While “Queens is the future” doesn’t have the same hip-hop roots, it was also born from art.

The phrase likely stems from a mural in Jackson Heights, which includes the slogan, written in white against a red banner next to a subway train lifting off the ground with the help of rocket thrusters.

It was painted in 2007 on the wall of a handball court at I.S. 145 in Jackson Heights by married artists Eve Biddle and Joshua Frankel.

In the years since, it’s joined the Unisphere, the Pepsi Cola sign and the Queensboro Bridge as an iconic Queens landmark.

“It’s an honor to contribute to the city in this way,” Frankel recently told the Eagle over the phone. “The mural has been a dream, and having it echoed on these signs is a dream that I never even thought was possible.”

New York natives Frankel and Biddle came up with “Queens is the Future” when conceiving the mural. They said the phrase was inspired by their own personal experiences with the borough and its people.

“Places that have many people from different backgrounds and experiences compressed together or packed together in a dense space, these are the places that become factories of new ideas all across history,” Frankel said. “The places that have been centers of culture and science and invention and philosophy and new ideas that change the world.”

The mural made headlines when Sony Pictures added, without the artists’ permission, a depiction of Queens-born superhero Spider-Man to the image, along with the Statue of Liberty and Empire State Building. The mural deteriorated following Sony’s incursion.

In 2022, the mural was restored to its former glory with the help of funding from Richards and other local officials.

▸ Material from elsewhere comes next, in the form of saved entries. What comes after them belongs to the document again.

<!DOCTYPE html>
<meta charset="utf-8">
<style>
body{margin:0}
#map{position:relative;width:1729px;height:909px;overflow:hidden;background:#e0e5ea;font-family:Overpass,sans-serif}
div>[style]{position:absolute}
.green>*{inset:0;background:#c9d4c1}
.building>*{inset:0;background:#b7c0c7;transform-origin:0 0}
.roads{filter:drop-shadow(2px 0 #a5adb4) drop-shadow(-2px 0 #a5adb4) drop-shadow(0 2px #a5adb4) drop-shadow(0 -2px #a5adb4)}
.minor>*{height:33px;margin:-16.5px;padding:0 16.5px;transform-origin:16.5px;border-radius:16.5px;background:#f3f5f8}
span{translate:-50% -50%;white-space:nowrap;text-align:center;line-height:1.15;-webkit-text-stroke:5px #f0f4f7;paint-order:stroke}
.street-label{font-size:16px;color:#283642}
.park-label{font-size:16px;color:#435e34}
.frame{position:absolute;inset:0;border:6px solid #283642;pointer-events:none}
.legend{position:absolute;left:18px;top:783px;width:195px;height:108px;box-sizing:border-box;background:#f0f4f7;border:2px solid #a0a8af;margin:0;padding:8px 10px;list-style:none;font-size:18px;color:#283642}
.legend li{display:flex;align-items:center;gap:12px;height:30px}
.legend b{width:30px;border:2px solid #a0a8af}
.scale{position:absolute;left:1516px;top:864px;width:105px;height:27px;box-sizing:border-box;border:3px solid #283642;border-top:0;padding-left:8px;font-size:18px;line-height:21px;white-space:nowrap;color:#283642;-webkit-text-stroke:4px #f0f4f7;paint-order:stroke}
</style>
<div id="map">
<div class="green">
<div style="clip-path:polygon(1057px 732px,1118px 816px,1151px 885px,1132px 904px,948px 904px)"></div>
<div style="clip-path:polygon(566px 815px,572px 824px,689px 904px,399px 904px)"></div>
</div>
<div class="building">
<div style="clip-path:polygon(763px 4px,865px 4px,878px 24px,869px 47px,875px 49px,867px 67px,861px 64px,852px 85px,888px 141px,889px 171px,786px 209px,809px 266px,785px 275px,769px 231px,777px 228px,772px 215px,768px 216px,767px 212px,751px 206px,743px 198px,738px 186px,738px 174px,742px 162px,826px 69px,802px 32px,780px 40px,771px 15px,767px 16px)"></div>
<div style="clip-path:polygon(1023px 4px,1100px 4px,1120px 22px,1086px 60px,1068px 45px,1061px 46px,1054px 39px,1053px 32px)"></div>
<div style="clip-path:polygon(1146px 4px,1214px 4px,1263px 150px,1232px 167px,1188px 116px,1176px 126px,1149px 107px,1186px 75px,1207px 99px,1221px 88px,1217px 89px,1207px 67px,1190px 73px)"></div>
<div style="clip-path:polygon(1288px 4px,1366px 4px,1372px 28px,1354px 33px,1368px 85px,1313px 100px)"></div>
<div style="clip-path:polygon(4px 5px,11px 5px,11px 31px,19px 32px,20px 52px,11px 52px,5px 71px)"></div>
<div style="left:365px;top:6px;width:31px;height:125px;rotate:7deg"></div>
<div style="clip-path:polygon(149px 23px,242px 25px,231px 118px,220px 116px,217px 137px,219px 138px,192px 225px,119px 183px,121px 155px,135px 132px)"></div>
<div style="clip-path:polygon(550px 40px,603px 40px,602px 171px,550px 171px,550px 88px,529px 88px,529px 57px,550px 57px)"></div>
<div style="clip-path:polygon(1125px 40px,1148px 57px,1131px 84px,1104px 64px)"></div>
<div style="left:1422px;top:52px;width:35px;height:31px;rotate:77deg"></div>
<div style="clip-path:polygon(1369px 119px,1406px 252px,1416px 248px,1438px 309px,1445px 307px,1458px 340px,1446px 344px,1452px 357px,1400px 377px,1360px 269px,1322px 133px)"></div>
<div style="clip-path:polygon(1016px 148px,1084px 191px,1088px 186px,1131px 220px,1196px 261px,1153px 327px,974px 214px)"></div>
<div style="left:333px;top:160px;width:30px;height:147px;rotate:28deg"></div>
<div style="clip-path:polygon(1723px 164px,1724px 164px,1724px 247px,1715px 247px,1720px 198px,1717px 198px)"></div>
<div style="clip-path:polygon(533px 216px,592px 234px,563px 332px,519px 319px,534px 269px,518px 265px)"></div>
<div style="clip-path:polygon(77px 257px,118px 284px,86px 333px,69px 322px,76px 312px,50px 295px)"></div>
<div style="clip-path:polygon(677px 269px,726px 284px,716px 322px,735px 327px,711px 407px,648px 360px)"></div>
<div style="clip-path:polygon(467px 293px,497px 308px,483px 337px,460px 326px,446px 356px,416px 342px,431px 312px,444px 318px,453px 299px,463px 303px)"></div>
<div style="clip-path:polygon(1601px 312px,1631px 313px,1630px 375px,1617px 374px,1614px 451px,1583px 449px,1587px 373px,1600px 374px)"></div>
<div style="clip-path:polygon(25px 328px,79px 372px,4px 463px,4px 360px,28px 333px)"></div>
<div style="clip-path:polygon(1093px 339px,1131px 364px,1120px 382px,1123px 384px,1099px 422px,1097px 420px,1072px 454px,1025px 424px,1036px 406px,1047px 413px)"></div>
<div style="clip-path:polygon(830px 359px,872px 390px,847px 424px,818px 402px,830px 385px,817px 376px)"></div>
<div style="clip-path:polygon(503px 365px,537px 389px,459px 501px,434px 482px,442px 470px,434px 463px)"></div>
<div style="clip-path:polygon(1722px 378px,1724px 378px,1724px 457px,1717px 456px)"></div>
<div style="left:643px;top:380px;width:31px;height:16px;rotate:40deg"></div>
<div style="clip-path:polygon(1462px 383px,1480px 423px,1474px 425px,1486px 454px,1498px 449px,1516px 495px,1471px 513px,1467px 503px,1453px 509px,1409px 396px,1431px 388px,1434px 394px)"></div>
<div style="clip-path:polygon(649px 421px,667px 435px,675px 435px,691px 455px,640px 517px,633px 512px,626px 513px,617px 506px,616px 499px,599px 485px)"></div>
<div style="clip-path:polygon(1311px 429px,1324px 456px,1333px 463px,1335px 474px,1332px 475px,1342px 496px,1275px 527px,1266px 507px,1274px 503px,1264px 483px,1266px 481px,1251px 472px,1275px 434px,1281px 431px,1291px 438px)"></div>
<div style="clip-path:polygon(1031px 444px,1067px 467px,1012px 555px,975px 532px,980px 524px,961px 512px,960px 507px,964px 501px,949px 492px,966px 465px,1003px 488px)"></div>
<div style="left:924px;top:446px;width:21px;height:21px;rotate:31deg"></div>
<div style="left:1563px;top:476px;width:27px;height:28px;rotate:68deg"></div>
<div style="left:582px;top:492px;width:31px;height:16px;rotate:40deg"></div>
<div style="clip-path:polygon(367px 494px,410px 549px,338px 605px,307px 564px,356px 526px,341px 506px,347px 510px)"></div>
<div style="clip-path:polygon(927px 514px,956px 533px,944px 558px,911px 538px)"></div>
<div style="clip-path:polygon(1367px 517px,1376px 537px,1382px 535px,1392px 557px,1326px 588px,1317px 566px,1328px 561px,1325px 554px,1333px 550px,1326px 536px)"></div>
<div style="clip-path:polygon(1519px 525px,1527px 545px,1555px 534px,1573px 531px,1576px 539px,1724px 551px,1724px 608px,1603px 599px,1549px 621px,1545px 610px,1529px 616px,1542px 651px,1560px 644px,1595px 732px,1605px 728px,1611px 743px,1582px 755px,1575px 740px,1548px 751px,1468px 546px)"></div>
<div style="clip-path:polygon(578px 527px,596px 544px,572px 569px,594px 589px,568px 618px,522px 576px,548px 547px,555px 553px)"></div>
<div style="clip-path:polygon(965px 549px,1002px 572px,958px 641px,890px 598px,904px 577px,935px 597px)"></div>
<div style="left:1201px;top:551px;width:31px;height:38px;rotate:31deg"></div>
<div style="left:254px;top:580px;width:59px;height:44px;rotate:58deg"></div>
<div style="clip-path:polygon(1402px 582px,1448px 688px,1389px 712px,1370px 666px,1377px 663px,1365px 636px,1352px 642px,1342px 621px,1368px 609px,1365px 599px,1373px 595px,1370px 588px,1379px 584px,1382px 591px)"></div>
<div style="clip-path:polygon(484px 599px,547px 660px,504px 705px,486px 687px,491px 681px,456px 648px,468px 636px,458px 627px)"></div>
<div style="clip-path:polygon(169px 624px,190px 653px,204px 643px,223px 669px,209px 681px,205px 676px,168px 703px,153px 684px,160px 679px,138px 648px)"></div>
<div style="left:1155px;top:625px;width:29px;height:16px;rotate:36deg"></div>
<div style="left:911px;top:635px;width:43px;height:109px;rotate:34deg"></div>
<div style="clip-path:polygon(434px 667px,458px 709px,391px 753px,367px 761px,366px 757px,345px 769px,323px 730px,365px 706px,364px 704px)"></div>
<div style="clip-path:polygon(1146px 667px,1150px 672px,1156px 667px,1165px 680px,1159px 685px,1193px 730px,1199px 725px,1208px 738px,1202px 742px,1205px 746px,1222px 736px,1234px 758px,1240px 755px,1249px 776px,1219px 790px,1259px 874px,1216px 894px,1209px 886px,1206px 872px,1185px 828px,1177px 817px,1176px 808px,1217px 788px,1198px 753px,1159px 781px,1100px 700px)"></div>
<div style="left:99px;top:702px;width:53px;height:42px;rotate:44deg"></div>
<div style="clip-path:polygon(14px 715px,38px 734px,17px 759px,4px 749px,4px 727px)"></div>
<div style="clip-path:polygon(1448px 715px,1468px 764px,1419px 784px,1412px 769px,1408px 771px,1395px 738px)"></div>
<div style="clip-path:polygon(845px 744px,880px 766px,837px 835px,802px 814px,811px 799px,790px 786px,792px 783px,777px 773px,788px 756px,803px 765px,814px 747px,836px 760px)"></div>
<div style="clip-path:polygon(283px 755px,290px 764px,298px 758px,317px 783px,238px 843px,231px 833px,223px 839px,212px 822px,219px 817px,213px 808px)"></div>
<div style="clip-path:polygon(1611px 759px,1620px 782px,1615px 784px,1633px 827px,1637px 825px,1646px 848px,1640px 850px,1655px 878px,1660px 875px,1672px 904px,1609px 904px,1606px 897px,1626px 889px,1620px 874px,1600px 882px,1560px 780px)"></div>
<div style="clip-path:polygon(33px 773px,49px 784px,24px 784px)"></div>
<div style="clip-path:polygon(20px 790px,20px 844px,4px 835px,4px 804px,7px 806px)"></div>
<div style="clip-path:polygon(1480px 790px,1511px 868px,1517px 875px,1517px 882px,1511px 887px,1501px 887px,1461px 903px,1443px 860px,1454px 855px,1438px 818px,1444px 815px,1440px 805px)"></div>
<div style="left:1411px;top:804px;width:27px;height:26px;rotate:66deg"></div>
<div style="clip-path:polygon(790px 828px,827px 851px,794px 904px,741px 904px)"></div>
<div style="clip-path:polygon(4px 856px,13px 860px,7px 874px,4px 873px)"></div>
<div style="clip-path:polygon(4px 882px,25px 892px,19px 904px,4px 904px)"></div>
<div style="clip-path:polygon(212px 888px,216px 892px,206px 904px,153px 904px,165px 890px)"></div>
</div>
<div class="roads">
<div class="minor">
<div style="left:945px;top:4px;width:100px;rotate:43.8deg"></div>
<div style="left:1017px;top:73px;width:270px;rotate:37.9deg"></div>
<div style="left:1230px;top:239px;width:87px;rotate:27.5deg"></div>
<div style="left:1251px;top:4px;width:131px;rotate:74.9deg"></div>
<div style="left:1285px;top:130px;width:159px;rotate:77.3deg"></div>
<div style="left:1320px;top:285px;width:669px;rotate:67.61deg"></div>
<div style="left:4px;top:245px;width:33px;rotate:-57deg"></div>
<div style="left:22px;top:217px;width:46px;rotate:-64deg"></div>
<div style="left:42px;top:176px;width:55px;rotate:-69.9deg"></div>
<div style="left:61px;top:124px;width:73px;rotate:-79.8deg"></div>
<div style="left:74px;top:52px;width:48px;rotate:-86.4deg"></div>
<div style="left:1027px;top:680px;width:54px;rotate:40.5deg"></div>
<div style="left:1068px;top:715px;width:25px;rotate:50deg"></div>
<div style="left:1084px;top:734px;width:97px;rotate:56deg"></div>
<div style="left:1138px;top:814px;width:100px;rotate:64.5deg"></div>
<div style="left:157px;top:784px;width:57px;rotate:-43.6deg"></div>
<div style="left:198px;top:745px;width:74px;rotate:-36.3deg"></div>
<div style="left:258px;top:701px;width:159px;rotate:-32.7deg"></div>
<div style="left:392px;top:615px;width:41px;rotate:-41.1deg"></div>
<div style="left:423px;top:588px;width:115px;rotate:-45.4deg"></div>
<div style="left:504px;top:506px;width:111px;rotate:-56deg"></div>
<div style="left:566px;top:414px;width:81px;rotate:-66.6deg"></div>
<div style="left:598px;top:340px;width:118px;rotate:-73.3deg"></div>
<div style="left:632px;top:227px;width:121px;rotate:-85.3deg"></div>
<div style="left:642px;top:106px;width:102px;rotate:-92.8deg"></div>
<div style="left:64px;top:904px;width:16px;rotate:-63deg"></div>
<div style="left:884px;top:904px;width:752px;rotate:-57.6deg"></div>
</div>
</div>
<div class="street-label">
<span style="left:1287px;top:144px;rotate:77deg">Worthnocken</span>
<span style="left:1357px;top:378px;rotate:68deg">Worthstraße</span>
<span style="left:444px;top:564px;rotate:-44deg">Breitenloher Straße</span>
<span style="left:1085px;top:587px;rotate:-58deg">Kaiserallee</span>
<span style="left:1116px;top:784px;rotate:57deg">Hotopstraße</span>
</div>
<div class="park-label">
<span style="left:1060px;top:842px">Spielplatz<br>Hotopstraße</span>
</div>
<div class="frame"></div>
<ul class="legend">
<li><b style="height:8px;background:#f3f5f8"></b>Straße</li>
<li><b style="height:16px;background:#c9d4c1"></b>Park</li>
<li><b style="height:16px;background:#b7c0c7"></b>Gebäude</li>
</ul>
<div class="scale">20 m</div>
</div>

In the years since, the borough has begun to live up to the phrase.

The city recently approved some of the largest housing developments and rezonings in the city’s history in Queens. Later this year, the city will begin to welcome residents to Willets Point, an entirely new neighborhood in the five boroughs.

Queens will also soon have two of the city’s first full-fledged casinos at Metropolitan Park and Resorts World, which were approved by the state last year.

The borough also remains the most diverse county in the country.

“When I’m in Queens and I feel the entire world all around me in a single place, it continues to inspire me,” Frankel said.